Saved entries
────
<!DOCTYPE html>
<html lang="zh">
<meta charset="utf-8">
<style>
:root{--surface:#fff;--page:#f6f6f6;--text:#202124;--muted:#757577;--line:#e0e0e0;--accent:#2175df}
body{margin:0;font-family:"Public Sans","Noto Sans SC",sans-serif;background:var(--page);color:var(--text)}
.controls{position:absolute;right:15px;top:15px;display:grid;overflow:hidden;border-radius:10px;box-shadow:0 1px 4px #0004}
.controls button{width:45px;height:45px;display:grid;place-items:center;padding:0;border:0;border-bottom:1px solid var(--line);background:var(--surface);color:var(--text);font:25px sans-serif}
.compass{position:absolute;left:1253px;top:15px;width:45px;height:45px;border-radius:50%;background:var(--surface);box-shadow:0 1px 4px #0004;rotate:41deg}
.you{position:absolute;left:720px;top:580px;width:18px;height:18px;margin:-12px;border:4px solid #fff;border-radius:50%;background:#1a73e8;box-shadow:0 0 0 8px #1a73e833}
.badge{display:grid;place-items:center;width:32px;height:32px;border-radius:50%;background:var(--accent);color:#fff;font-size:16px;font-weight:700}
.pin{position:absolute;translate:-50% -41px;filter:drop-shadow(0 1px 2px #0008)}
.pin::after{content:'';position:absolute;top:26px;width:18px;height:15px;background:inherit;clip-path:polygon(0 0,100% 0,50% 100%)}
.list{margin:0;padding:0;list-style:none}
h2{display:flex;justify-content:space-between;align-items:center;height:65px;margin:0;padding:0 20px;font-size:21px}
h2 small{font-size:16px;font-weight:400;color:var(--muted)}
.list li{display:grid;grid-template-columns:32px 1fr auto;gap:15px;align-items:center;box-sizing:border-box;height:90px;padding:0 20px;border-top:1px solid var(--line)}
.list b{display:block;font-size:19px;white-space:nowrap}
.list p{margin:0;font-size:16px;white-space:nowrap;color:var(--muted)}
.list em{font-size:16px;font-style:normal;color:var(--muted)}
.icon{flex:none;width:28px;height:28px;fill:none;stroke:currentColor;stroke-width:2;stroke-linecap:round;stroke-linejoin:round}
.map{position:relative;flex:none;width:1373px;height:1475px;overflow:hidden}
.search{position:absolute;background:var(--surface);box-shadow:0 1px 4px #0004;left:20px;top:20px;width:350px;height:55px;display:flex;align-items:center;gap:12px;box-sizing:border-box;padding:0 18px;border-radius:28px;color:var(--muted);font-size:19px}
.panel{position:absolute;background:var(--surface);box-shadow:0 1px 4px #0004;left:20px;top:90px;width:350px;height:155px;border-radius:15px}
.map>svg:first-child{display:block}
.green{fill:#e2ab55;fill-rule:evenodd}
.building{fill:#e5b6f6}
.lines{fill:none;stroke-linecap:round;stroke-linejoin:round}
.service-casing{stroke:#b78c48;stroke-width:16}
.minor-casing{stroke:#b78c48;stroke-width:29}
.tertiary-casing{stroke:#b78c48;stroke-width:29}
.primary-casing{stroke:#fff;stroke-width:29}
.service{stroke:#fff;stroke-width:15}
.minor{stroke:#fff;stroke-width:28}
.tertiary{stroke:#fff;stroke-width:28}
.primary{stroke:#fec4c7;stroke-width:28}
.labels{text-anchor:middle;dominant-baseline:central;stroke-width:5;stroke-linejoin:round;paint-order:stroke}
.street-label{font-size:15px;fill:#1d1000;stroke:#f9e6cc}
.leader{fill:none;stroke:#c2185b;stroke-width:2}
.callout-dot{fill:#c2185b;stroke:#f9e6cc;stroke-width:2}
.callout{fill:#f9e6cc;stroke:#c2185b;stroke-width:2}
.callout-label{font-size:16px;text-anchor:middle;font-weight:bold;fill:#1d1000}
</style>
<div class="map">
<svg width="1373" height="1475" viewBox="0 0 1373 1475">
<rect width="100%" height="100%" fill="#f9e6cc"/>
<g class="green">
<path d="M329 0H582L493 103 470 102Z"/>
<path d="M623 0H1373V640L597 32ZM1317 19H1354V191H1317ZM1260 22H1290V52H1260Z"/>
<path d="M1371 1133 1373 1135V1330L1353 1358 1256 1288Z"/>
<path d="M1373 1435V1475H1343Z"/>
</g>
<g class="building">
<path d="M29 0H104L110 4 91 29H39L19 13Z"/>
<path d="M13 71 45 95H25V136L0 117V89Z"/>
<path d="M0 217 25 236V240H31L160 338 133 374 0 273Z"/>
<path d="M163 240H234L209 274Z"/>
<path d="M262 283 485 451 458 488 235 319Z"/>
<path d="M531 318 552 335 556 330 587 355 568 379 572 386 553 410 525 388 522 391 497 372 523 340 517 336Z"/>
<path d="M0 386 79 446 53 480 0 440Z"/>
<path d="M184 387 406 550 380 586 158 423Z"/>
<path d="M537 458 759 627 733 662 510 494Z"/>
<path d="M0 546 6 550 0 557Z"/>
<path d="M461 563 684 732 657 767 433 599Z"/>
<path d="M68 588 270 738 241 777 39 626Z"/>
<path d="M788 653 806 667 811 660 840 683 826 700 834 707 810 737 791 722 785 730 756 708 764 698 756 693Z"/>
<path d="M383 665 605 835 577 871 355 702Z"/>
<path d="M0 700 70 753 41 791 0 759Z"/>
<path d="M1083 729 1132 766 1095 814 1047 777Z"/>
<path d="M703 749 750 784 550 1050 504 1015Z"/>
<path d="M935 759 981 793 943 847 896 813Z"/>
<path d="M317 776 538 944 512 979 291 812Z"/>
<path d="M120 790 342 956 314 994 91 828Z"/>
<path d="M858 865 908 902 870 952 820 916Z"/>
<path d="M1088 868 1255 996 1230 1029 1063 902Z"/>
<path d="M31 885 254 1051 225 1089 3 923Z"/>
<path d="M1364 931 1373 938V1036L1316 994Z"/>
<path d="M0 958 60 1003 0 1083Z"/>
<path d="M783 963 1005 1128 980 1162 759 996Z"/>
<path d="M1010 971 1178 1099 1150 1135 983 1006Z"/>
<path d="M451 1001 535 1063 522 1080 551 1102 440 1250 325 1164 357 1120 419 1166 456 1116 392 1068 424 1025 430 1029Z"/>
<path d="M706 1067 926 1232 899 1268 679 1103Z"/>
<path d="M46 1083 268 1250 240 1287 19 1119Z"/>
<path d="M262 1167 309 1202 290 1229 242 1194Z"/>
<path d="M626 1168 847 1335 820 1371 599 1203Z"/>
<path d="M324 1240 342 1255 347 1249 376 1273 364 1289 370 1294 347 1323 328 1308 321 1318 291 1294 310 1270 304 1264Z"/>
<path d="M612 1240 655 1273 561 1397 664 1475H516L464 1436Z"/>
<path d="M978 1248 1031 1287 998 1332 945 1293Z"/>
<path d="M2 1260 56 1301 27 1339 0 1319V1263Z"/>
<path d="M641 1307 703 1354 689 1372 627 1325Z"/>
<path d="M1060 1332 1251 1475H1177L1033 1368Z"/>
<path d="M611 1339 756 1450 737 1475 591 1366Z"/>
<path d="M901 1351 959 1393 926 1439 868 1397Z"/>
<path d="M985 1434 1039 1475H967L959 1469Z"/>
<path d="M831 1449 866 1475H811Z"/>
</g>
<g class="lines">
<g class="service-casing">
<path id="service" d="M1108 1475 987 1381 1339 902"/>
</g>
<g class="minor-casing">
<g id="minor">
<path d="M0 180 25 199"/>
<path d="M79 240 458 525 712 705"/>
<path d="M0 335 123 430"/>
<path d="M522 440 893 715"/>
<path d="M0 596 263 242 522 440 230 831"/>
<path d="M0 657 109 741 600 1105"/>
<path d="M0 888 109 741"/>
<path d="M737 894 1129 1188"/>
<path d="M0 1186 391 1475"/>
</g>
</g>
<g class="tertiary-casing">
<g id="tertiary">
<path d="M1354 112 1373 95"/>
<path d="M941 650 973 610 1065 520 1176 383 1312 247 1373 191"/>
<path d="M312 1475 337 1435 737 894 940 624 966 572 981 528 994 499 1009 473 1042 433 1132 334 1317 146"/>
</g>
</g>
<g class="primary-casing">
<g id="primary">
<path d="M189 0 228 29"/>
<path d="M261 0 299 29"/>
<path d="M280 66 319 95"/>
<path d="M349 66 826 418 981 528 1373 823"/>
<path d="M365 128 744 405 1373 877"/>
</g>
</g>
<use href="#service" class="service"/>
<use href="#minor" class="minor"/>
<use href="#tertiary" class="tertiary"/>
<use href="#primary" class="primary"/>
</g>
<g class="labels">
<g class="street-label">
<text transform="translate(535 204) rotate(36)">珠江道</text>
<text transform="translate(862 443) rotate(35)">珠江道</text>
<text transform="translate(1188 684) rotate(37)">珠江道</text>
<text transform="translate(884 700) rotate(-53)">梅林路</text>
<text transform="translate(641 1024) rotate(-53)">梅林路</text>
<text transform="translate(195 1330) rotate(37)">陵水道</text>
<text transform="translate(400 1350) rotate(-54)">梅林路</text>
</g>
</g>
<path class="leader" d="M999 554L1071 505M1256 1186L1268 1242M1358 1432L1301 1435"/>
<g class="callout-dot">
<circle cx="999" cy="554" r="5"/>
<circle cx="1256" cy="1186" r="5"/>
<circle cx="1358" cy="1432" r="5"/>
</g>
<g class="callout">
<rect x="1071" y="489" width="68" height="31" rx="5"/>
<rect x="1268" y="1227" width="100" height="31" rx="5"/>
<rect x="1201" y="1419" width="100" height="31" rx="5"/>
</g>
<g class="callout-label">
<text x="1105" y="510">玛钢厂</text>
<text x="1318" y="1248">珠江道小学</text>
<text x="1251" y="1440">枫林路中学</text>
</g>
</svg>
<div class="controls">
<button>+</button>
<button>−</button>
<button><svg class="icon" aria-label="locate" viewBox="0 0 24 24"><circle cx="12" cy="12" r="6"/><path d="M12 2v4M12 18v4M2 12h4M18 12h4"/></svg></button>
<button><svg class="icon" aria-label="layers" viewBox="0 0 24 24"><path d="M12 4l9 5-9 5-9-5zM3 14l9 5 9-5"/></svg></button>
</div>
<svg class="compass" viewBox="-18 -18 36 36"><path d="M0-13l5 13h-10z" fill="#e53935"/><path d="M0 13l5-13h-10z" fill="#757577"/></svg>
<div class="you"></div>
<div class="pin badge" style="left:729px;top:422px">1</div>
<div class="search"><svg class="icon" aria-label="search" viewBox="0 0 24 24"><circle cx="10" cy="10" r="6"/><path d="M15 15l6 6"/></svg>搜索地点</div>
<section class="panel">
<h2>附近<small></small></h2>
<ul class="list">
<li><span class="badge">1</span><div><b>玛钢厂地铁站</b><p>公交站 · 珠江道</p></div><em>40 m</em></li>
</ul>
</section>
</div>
────
**Work instruction:**
Copy all lines from the data that hold the word "linejoin".

**Result of this exercise:**
.icon{flex:none;width:28px;height:28px;fill:none;stroke:currentColor;stroke-width:2;stroke-linecap:round;stroke-linejoin:round}
.lines{fill:none;stroke-linecap:round;stroke-linejoin:round}
.labels{text-anchor:middle;dominant-baseline:central;stroke-width:5;stroke-linejoin:round;paint-order:stroke}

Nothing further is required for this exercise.